(post updated at 8:51 p.m. Monday and 9 a.m. Thursday)
The non-NYT, non-Sun puzzle blogging will likely be delayed. Yours truly has jury duty on Monday, and has been staying up late watching the Olympics and then sleeping in each morning, so getting downtown by 8:30 is a tall order. I'd better pack my messenger bag with puzzles tonight to make sure I'm all set...
Paula Gamache is on a roll with fun early-week puzzles in the New York Times. This time, her theme is a DEADHEAD (63-Across), and dead can head each of the words in the other five theme answers:
Clues of note:
Alan Arbesfeld's New York Sun crossword, "Embodiment of Nature," uses an expanded 15x16 grid to accommodate the theme entries. The theme entries are phrases in which one word is a body part and another is a natural feature. For example, BERT PARKS includes the anatomical Bert and some state PARKS. No, just kidding. That one's not a theme entry. Neither is DOVETAIL, though tail can be considered a body part.
Jury duty was great. Four hours to sit quietly and do puzzles, with a leisurely hour and a half for lunch? Good citizenship never felt so good.
The Across Lite version of the LA Times crossword is taking the day off, perhaps. Tuesdays are busy for me, but I hope to catch up on the LAT tomorrow.
Matt Jones's Jonesin' crossword, "Hit the Bricks," has a "Super Mario Bros." theme. Yup, a videogame I've never played features a STAR CHAMBER, MUSHROOM CLOUD, and FLOWER CHILD. All the TIRAMISU and '80s HEADBANDs in the world can't make up for a theme that is, for all the good it did me, "random phrases that fit." (Sigh.)

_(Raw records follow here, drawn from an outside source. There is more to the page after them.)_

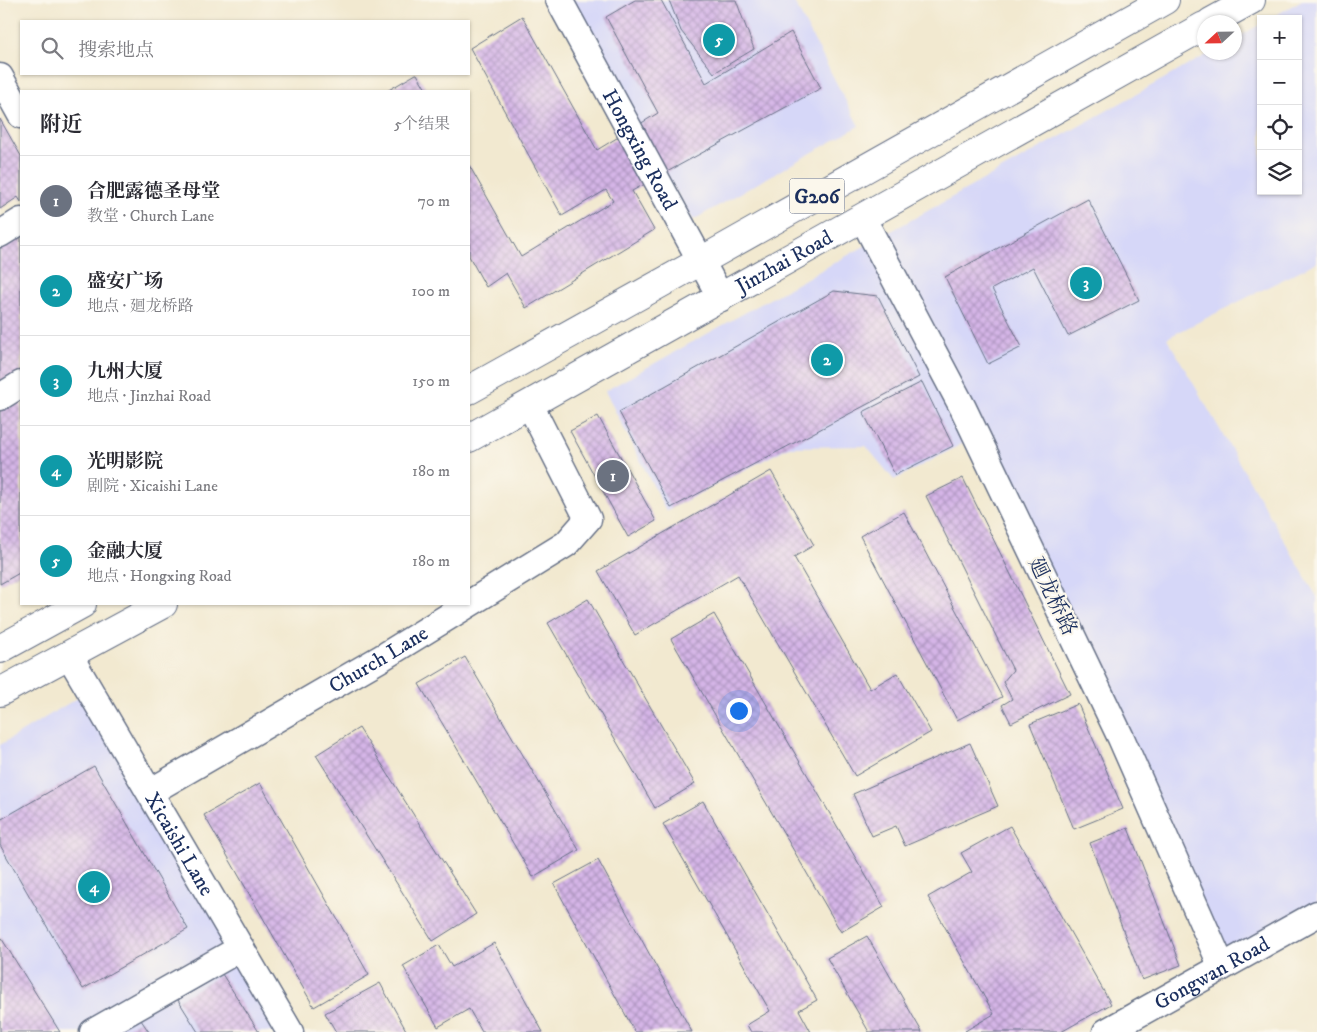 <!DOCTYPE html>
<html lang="zh">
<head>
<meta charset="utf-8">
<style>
	body { margin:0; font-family:"IM FELL DW Pica","Noto Serif SC",serif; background:#f2f2f3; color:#2b2b33 }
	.controls { position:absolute; right:15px; top:15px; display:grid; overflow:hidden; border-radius:0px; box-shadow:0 1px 4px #0004 }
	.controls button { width:45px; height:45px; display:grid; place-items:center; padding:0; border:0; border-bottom:1px solid #e1e1e2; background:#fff; color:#2b2b33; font:25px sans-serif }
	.compass { position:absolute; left:1197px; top:15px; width:45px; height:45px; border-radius:50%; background:#fff; box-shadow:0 1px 4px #0004; rotate:248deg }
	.you { position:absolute; left:738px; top:710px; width:18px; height:18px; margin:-12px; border:4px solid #fff; border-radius:50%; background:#1a73e8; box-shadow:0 0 0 8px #1a73e833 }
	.badge { display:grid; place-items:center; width:32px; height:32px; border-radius:50%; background:#1f6fb2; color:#fff; font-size:16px; font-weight:700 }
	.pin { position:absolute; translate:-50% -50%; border:2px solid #fff; box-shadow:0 1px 5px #0006 }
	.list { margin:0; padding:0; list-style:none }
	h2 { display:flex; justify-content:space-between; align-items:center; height:65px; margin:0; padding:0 20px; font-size:21px }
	h2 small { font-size:16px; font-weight:400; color:#7c7c81 }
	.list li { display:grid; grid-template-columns:32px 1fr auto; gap:15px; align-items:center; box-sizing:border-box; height:90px; padding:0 20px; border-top:1px solid #e1e1e2 }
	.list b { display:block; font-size:19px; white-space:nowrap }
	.list p { margin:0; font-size:16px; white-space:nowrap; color:#7c7c81 }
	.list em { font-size:16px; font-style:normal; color:#7c7c81 }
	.icon { flex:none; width:28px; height:28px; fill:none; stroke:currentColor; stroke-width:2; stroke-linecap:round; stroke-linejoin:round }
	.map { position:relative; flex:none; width:1317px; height:1032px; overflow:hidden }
	.search { position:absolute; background:#fff; box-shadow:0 1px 4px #0004; left:20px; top:20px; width:450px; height:55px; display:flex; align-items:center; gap:12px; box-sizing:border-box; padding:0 18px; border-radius:0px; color:#7c7c81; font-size:19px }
	.panel { position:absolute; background:#fff; box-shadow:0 1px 4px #0004; left:20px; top:90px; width:450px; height:515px; border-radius:0px }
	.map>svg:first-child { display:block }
	.built { fill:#d6d7f8 }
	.building { fill:url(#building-cross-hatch) }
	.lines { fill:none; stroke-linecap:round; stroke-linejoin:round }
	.minor-casing { stroke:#667086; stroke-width:29 }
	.major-casing { stroke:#667086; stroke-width:30 }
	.minor { stroke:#fff; stroke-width:26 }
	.major { stroke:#fff; stroke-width:28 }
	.labels { text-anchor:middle; stroke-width:4.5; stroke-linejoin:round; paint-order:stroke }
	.shield { fill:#fbf7ec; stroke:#5e6b89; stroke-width:1 }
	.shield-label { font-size:20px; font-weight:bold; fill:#1b2f5e }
	.street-label { font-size:21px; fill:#1b2f5e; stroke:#fbf7ec }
</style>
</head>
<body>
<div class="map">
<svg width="1317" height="1032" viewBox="0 0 1317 1032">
	<defs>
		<pattern id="building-cross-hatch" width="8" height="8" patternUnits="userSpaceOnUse" patternTransform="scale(1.25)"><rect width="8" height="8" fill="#d5b5e7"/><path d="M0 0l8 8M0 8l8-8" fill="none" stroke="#ac94be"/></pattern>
	</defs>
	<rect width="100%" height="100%" fill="#fbf7ec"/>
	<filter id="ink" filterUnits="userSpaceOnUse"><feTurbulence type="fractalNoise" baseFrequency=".02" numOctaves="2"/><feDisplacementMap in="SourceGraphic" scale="10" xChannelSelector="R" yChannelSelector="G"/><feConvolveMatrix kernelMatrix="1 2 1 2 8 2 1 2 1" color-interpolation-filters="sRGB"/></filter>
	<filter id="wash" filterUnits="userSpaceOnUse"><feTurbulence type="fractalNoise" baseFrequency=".0096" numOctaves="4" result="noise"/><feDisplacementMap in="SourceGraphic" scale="20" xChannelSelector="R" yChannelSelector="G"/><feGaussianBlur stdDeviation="1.12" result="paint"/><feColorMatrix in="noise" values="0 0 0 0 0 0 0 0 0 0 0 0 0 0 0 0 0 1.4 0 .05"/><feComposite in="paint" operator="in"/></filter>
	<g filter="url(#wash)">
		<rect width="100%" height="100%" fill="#f2e9d0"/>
		<g class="built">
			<path d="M561,0h232l66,126 -166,94z"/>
			<path d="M1302,0h15v262l-150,76 150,259v317l-95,53 -245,-531 -83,44 -28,-34 -77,1 -123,64 -61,-120 605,-338 24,-1 1,-13 26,-15v167h37v-172h-29z"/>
			<path d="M84,694l206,338h-290v-287z"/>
		</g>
		<g id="blocks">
			<g class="building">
				<path d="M635,0h26l45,83 85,-51 30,56 -189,103 22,39 -128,78 -20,-35 -20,14 -17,-31v-91l52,92 92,-56 -7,-11 -44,26 -92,-168 52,-32 75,134 61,-37 -52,-96z"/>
				<path d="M669,0h67l18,49 -40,24 -33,-42z"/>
				<path d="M417,74l10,17h-40l29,-17z"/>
				<path d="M0,119l21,37v46l-3,-5 -18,12z"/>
				<path d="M1088,199l51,101 -71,36 -35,-69 -41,22 30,58 -34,17 -43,-87z"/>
				<path d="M21,229v153l-21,13v-153z"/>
				<path d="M834,291l44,5 41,81 -248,131 -52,-96z"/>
				<path d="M922,382l31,64 -58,29 -32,-63z"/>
				<path d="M21,388v184l-21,12v-184z"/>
				<path d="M598,416l58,105 -28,16 -58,-106z"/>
				<path d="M771,471l43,74 -20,12 76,132 27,-16 34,59 -76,44 -117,-201 -103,60 -37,-64z"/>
				<path d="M963,478l107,216 -59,29 -9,-18 10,-6 -9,-17 10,-12 -87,-174z"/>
				<path d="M904,512l98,185 -45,23 -97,-184z"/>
				<path d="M588,599l107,185 -40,24 -107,-185z"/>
				<path d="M714,614l170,293 -43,25 -170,-293z"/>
				<path d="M465,657l114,193 -46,27 -114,-193z"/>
				<path d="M1078,704l45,105 -49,20 -44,-105z"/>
				<path d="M359,728l117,186 -43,27 -117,-186z"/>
				<path d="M970,743l28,63 -93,40 -9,-20 -24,10 -19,-42z"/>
				<path d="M94,766l94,163 -105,60 -83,-144v-25z"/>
				<path d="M260,783l109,192 -55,32 -110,-192z"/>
				<path d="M703,801l114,199 -18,10 12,22h-60l-4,-7 23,-14 -107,-187z"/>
				<path d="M1010,826l101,178 -50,28h-95l-1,-1 29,-17 -66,-117 44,-25 -11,-19z"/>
				<path d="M1128,828l53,137 -39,15 -52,-137z"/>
				<path d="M598,860l94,172h-57l-81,-148z"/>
				<path d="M0,936l60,96h-60z"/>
				<path d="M867,936l55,96h-53l-42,-74z"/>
				<path d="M494,943l49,89h-61l-13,-23 -31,18 -35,-61 36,-21 13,22z"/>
				<path d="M222,974l37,58h-61l-20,-32z"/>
				<path d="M380,983l27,49h-71l-11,-19z"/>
				<path d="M141,1020l8,12h-28z"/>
			</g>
		</g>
	</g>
	<g filter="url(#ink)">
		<use href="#blocks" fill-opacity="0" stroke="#667086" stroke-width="1"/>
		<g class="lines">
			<g class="minor-casing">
				<g id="minor">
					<path id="s1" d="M559,0l162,298"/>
					<path d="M0,77l21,38"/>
					<path d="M870,232l93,176 158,330 101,229"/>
					<path d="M0,234l21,-13"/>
					<path d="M0,397l21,-13"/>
					<path id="s2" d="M69,655l221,377"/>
					<path id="s3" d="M150,792l233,-135 183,-113 22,-25 -58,-114"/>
					<path d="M93,1032l148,-84"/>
					<path id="s4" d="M1106,1032l211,-118"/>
				</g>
			</g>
			<g class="major-casing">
				<g id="major">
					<path d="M1211,22l40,-22"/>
					<path d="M469,390l232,-129 464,-261"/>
					<path id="s5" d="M469,438l735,-412"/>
					<path d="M0,649l82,-45"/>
					<path d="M0,692l163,-88"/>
				</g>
			</g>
			<use href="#minor" class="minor"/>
			<use href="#major" class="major"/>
		</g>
	</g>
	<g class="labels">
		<rect class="shield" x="789.5" y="178.5" width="55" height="35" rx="4"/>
		<g class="shield-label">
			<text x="817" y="203">G206</text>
		</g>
		<g class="street-label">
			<text dy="7" stroke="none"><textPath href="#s1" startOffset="170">Hongxing Road</textPath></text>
			<text dy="7" stroke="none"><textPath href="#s5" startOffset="361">Jinzhai Road</textPath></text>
			<text transform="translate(1053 596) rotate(64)" y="7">廻龙桥路</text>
			<text dy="7" stroke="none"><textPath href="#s3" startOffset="264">Church Lane</textPath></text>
			<text dy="7" stroke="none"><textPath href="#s2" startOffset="219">Xicaishi Lane</textPath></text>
			<text dy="7" stroke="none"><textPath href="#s4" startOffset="121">Gongwan Road</textPath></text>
		</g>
	</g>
</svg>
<div class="controls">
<button>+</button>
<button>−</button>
<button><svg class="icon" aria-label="locate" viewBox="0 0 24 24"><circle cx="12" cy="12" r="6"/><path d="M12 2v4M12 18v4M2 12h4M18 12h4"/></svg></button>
<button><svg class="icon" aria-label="layers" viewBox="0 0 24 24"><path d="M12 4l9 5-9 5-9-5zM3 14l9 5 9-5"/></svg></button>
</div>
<svg class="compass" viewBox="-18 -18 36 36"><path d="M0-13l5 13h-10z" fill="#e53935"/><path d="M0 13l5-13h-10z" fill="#7c7c81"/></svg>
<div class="you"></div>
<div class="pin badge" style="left:613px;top:476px;background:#6b7280">1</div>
<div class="pin badge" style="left:827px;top:360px;background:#0f9aa8">2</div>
<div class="pin badge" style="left:1086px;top:283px;background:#0f9aa8">3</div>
<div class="pin badge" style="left:94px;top:887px;background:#0f9aa8">4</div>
<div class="pin badge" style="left:719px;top:40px;background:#0f9aa8">5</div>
<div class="search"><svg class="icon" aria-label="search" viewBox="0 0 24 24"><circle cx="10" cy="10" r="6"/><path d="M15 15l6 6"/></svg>搜索地点</div>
<section class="panel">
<h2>附近<small>5个结果</small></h2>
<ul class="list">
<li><span class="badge" style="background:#6b7280">1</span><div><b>合肥露德圣母堂</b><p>教堂 · Church Lane</p></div><em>70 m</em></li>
<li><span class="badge" style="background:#0f9aa8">2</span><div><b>盛安广场</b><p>地点 · 廻龙桥路</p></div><em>100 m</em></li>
<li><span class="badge" style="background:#0f9aa8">3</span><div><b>九州大厦</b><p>地点 · Jinzhai Road</p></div><em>150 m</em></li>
<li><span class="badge" style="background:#0f9aa8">4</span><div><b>光明影院</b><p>剧院 · Xicaishi Lane</p></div><em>180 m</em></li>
<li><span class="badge" style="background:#0f9aa8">5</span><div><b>金融大厦</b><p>地点 · Hongxing Road</p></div><em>180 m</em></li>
</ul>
</section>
</div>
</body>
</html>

Randolph Ross's CrosSynergy puzzle, "Common Sense Solutions," is the second one I've done today with a five-senses theme. (The other one hasn't been published yet—I was doing a little test-solving at jury duty this morning.) The five theme entries begin with TASTE, HEAR, SMELL, TOUCH, and SEE. Tons of 7-letter answers in the fill surrounding the theme entries—and one of them made zero sense to me. PUTOUTS are [Many tag plays]? I suspect baseball, but can't say for sure because I've never heard the term.
Updated again on Thursday:
I finally got around to the previously missing LA Times crossword. It's credited to Gia Christian, an anagram of "it's Rich again," or editor Rich Norris. The five theme entries are mopey, or at least they begin with synonyms of that. There's a DEPRESSED MARKET, LOW BUDGET, SAD EXCUSE, BLUE BLOOD, and DOWN UNDER—all of which use their synonyms in non-tristesse contexts. The tricky spots for beginners tackling a Monday puzzle are clumped together in the lower right corner: [Old dagger] is SNEE; [Lyric poem] is EPODE; OLEO is a [Bread spread], and UCLAN is [USCer's rival]. Elsewhere there's also OMOO, the [Melville novel set on Tahiti].